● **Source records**

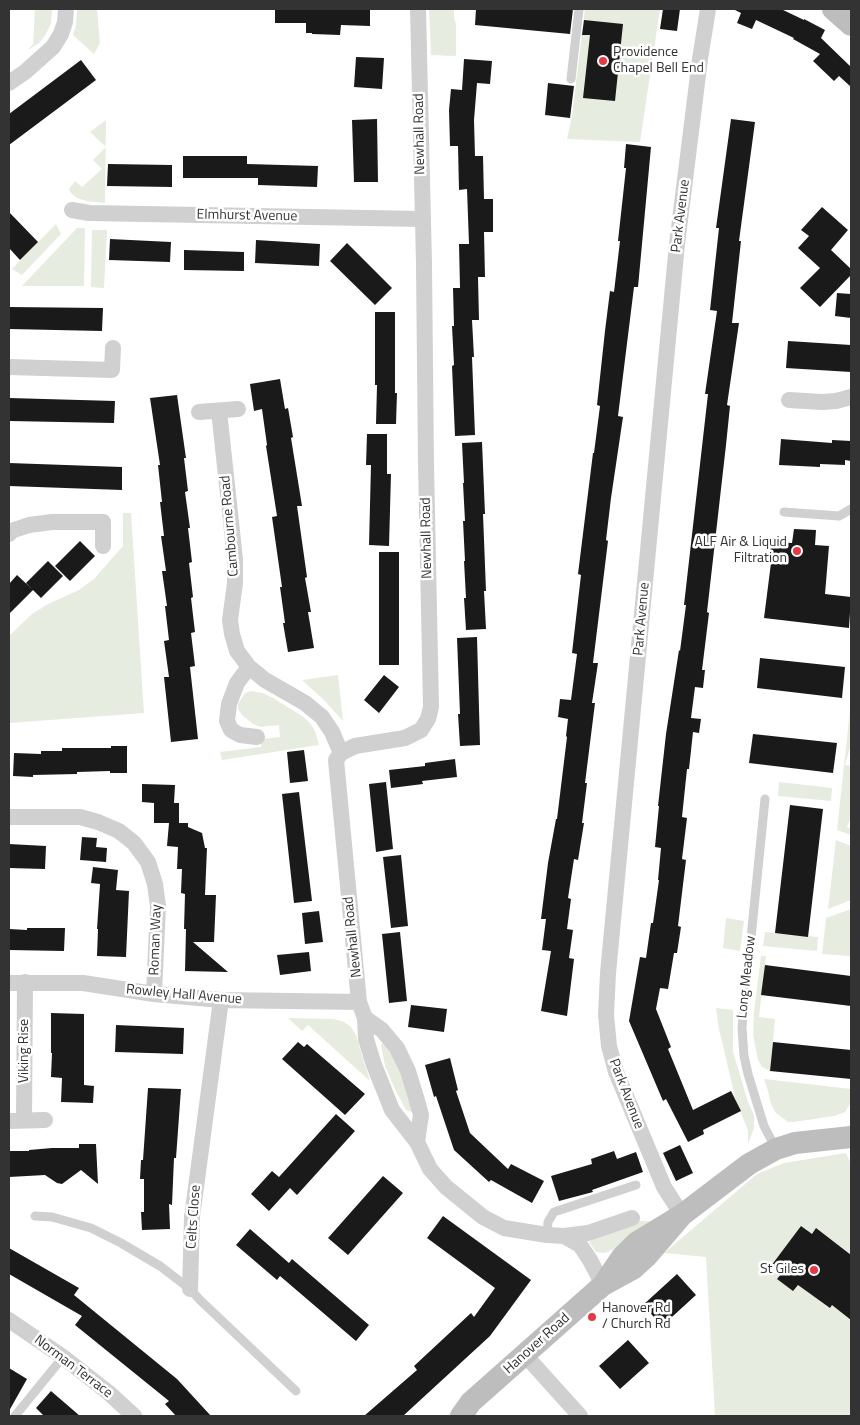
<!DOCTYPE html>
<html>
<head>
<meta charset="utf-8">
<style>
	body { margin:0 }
	#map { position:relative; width:860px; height:1425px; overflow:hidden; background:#fff; font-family:"Titillium Web",sans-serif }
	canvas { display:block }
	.frame { position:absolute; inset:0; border:10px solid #333; pointer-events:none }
</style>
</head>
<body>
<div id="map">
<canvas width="860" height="1425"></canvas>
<div class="frame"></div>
</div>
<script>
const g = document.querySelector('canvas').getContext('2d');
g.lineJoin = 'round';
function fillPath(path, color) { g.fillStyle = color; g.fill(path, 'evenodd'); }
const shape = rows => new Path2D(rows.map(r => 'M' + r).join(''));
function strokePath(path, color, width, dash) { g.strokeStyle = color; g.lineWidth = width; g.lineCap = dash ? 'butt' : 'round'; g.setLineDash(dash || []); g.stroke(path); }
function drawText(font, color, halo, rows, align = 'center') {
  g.font = font + ' "Titillium Web",sans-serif'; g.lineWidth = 5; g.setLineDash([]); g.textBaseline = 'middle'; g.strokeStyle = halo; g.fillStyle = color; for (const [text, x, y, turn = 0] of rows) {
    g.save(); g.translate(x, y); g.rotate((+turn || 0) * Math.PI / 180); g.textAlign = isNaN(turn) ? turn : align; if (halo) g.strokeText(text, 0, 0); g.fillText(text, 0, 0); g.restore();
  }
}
fillPath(shape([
	[35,9,52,9,51,23,46,34,39,43,28,50,33,44],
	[77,9,97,9,100,43,94,54,73,35,76,25],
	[429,9,454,9,454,18,456,24,456,56,431,55],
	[585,9,660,9,640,142,567,139,572,116],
	[106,120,105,203,87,201,77,198,71,193,69,189,75,181,82,187,102,169,93,160,106,147,90,132],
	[56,224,61,234,22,275,12,269],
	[77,228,85,228,84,286,22,286],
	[92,230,107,230,104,288,91,287],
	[123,513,131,513,144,713,9,723,9,636,32,614,48,604,79,590,94,579,123,546],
	[338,675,343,721,324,700,302,680],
	[251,691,263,693,273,698,302,716,310,723,315,731,319,745,222,760,220,752,261,747,262,739,280,737,279,725,260,727,253,724,242,715,238,709,238,704,245,693],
	[851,701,851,744,845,765,851,766,851,817,847,827,851,829,851,835,837,830],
	[779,782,832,788,831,801,778,796],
	[836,840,851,846,851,900,828,909],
	[851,909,851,956,822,954,826,918],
	[726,918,744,921,740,951,723,948],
	[765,932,818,937,817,951,763,946],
	[761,956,766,956,759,1017,775,1019,770,1071,762,1067,758,1060,753,1035,754,1012],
	[716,1008,733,1010,733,1052,748,1102,754,1115,754,1128,748,1144,748,1130,736,1101,719,1029],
	[288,1018,334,1019,344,1022,351,1027,356,1035,370,1081,308,1025,302,1031],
	[385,1042,391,1044,411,1103,412,1112,406,1110,395,1089,385,1066,381,1045],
	[764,1079,851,1089,851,1102,845,1112,834,1116,794,1122,788,1122,775,1112,771,1104,768,1091],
	[846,1153,851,1164,851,1416,715,1416,706,1257,664,1253,757,1174,784,1163],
	[639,1221,651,1221,619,1247,605,1253,596,1252,589,1242,596,1237]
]), '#e6ecdf');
fillPath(shape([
	[275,9,370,9,370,26,341,25,340,35,312,34,312,33,306,33,306,23,275,23],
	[476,9,573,9,570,34,475,25],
	[663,9,680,9,677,31,660,29],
	[733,9,781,9,804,20,804,19,825,30,821,38,851,67,851,87,839,76,834,81,813,61,820,54,793,39,794,38,756,20,752,29,737,23,741,13],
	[584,20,623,24,615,101,583,98,590,35,582,35],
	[356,57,384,58,382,89,354,87],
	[464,59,492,61,490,84,477,83,474,120,475,156,483,156,484,199,493,199,493,232,484,232,485,277,478,277,479,320,472,320,474,357,472,357,475,435,455,436,452,366,454,365,452,326,454,326,453,288,460,288,459,244,469,244,467,189,459,190,458,146,450,146,449,110,451,89,462,90],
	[81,60,96,80,9,145,9,114],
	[548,83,574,86,570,118,545,115],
	[377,119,378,182,354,182,352,120],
	[731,119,755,122,739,241,741,241,732,323,739,323,727,405,730,406,726,445,707,612,709,613,702,670,705,670,703,688,695,687,691,718,701,719,699,733,693,732,689,769,687,769,682,817,687,818,682,859,686,860,678,926,681,927,677,953,674,953,668,989,660,988,656,1009,671,1047,668,1049,693,1110,731,1091,741,1111,703,1130,704,1134,688,1142,666,1099,663,1101,629,1021,640,957,646,958,651,923,653,923,659,880,658,880,661,848,655,847,659,806,658,806,666,734,679,650,680,651,686,605,684,605,708,394,705,394,717,311,710,310,719,228,716,228],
	[626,144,651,147,638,287,634,287,618,416,623,417,611,498,606,540,608,541,593,663,598,663,592,703,595,703,585,783,587,783,582,823,584,823,578,860,574,859,568,898,571,899,567,929,573,930,569,958,574,959,567,1016,541,1011,551,951,542,950,546,919,541,919,548,863,556,819,557,819,567,737,566,736,568,719,558,717,560,699,571,700,577,654,572,653,581,575,578,574,593,453,594,453,600,406,597,405,605,331,610,291,614,292,620,241,618,241,626,168,624,168],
	[183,156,247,156,247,164,318,166,317,187,258,185,258,178,183,178],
	[108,164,172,165,172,187,107,186],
	[822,207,848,230,831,250,851,269,851,275,820,307,800,288,820,268,798,248,809,236,801,230],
	[9,212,38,242,20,260,9,248],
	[110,239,171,242,170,262,109,260],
	[256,240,320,244,319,266,255,263],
	[347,243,392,288,375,305,330,261],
	[184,250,244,252,244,271,184,270],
	[837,293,851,294,851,318,835,316],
	[9,307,103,308,102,331,9,329],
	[375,312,395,312,395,393,397,393,396,424,376,424,377,385,375,385],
	[788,341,851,345,851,372,786,368],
	[280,379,285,409,288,408,293,437,291,438,302,506,297,506,307,577,305,578,311,612,308,612,314,648,288,652,283,623,285,623,280,587,282,587,272,517,277,516,266,446,267,445,262,409,254,411,250,384],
	[177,395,186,458,184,458,188,491,185,492,190,528,188,528,192,562,189,563,193,597,191,598,195,632,191,633,195,666,190,667,198,739,171,742,164,677,169,677,164,641,169,640,165,606,167,606,162,571,166,571,161,536,164,536,160,502,162,502,158,465,160,465,150,398],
	[9,398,115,401,114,423,9,421],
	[367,434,387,434,387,474,391,474,389,546,369,545,371,465,366,465],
	[781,439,832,443,832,440,851,441,851,461,845,460,845,465,820,464,820,467,779,465],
	[482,442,485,514,483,514,486,591,484,591,486,629,466,630,464,598,466,598,464,561,465,561,463,521,465,521,463,483,464,483,462,443],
	[9,463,122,467,122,490,9,486],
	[794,529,816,530,815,545,829,546,825,594,851,597,849,628,764,618,771,563,764,562,766,541,792,543],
	[80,541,95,556,70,581,55,566],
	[379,552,399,552,399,665,379,665],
	[48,561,63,576,41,598,26,583],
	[17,575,33,590,9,614,9,584],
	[477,637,480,745,460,746,458,714,460,714,457,638],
	[760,658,845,667,842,698,757,688],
	[384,675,399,687,379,713,364,700],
	[753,734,837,743,833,773,749,763],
	[111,746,127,746,127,773,110,773,110,771,77,772,77,774,33,775,33,777,13,776,14,753,41,754,41,751,62,751,62,748,111,748],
	[304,750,308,781,290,783,287,752],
	[455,759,457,777,422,781,423,784,391,788,389,770,425,766,425,763],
	[386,782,393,849,376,852,369,784],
	[142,784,175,785,174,803,179,803,179,823,188,823,188,827,202,833,205,848,207,848,205,895,216,895,214,942,193,942,228,972,185,971,186,929,184,929,185,894,181,893,182,869,177,869,178,847,167,846,169,823,154,823,154,803,142,802],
	[299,792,312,901,294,903,282,794],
	[790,805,823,809,808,937,775,933],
	[82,837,97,838,96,847,107,848,106,862,80,860],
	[9,844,46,846,45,869,9,868],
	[401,855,408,926,391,928,383,857],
	[93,867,118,870,116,890,129,891,126,957,97,956,98,929,97,929,100,884,91,883],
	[319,911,323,942,305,944,302,913],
	[27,928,65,928,64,951,9,950,9,929,27,930],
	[400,932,407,1001,389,1003,382,934],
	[309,952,311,971,280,975,277,955],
	[765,965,851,976,851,1006,761,995],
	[411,1005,447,1009,444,1032,408,1027],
	[51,1013,84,1014,84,1085,94,1086,93,1103,61,1102,62,1078,51,1077,52,1053,51,1053],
	[116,1025,184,1028,183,1054,115,1052],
	[298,1042,304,1047,307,1044,365,1094,345,1115,282,1059],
	[773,1042,851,1050,851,1079,770,1071],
	[450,1058,458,1090,456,1091,470,1133,508,1169,511,1164,544,1181,532,1203,491,1180,489,1182,454,1150,436,1096,434,1097,425,1065],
	[148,1088,181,1089,176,1158,174,1158,172,1205,169,1204,170,1229,142,1230,141,1212,144,1212,144,1179,140,1179,141,1160,143,1160],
	[336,1114,355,1131,297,1195,290,1188,269,1211,251,1194,272,1171,279,1177],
	[79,1144,96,1144,98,1184,81,1170,62,1184,57,1183,45,1175,9,1177,9,1151,29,1151,29,1150,52,1148,79,1148],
	[680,1145,693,1173,676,1181,663,1153],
	[614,1151,617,1159,636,1152,643,1172,592,1190,593,1192,559,1201,551,1176,592,1164,591,1159],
	[383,1176,403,1193,348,1255,328,1238],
	[443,1216,531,1280,490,1336,403,1416,364,1416,417,1370,414,1366,471,1313,474,1317,495,1288,427,1238],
	[801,1226,812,1234,816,1228,851,1255,851,1320,832,1305,830,1308,798,1285,793,1291,777,1279,781,1274,771,1266],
	[250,1229,289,1263,292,1259,369,1325,356,1341,280,1276,277,1280,236,1245],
	[9,1248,79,1288,74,1295,177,1379,211,1416,176,1416,165,1404,169,1401,75,1325,82,1316,9,1274],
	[677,1274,696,1295,662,1326,643,1305],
	[628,1340,649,1363,620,1389,599,1366],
	[9,1368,27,1379,9,1411],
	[51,1391,80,1416,44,1416,36,1408]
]), '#1a1a1a');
strokePath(shape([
	[571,79,579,9],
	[784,512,839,516,851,509],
	[765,799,742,1027,744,1056,748,1074,764,1126,776,1149],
	[35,1216,52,1217,91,1228,121,1243,160,1266,190,1289,200,1300,296,1391],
	[547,1235,548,1222,554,1212,636,1185],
	[15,1416,63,1357]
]), '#d0d0d0', 9);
strokePath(shape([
	[418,9,424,264,426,464,431,707,428,719,421,730,405,738,355,746,341,753,336,760,359,1002,365,1018,366,1039,374,1065,392,1110,417,1142,430,1169,446,1187,483,1217,504,1228,547,1235,564,1236,580,1245,590,1260,603,1285],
	[9,83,25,72,53,47,61,34,65,22,66,9],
	[72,210,89,213,422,219],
	[9,367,112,370,113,348],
	[789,400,822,402,836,401,851,397],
	[219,411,235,559,235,583,230,620,232,634,237,651,249,667,265,680,305,703,322,717,332,732,341,753],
	[199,412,238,409],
	[9,534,11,531,29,525,52,522,103,522,103,546],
	[249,667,237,683,229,704,227,721,231,730,240,735,257,737],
	[9,817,80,817,98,822,119,831,134,843,148,862,155,884,158,906,154,994],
	[9,983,83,983,154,994,221,1000,359,1002],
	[365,1018,382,1030,397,1048,408,1071,416,1097,421,1115,417,1142],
	[24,1120,25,982],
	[9,1121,45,1120],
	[682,1215,664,1187,616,1072,609,1046,606,1015,608,973,677,244,700,59,708,9],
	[564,1236,588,1233,632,1218],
	[190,1289,192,1217,221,1000],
	[9,1320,63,1357,109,1393,134,1416],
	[525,1355,580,1416]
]), '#d0d0d0', 16);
strokePath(shape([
	[833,9,851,25],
	[605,1282,622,1257,636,1243,682,1215,749,1164,776,1149,795,1143,851,1137],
	[461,1416,471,1402,603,1285,634,1268,646,1257,682,1215]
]), '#bdbdbd', 22);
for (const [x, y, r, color] of [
	[603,61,5,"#e63946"],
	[797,551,5,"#e63946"],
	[814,1270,5,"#e63946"],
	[592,1317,5,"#e63946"]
]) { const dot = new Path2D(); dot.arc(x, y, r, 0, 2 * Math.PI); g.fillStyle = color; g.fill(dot); strokePath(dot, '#fff', 2); }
drawText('14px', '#333', '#fff', [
	["Providence",613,53],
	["Chapel Bell End",613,69],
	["ALF Air & Liquid",787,543,"right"],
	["Filtration",787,559,"right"],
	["St Giles",804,1270,"right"],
	["Hanover Rd",602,1309],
	["/ Church Rd",602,1325]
], 'left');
drawText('14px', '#333', '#fff', [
	["Newhall Road",420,134,-91],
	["Elmhurst Avenue",247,216,1],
	["Park Avenue",681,216,-83],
	["Cambourne Road",230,526,-95],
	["Newhall Road",427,538,-91],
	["Park Avenue",642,619,-85],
	["Newhall Road",353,937,-96],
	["Roman Way",156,940,-88],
	["Long Meadow",747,977,-84],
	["Rowley Hall Avenue",184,995,5],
	["Viking Rise",25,1051,-90],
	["Park Avenue",626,1094,69],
	["Celts Close",194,1217,-86],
	["Hanover Road",537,1344,-42],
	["Norman Terrace",73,1367,37]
]);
</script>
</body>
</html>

● **EXERCISE BRIEF**
Set apart and copy each line of the records that holds the word "setLineDash".

● **ANSWER TO THIS TASK**
function strokePath(path, color, width, dash) { g.strokeStyle = color; g.lineWidth = width; g.lineCap = dash ? 'butt' : 'round'; g.setLineDash(dash || []); g.stroke(path); }
  g.font = font + ' "Titillium Web",sans-serif'; g.lineWidth = 5; g.setLineDash([]); g.textBaseline = 'middle'; g.strokeStyle = halo; g.fillStyle = color; for (const [text, x, y, turn = 0] of rows) {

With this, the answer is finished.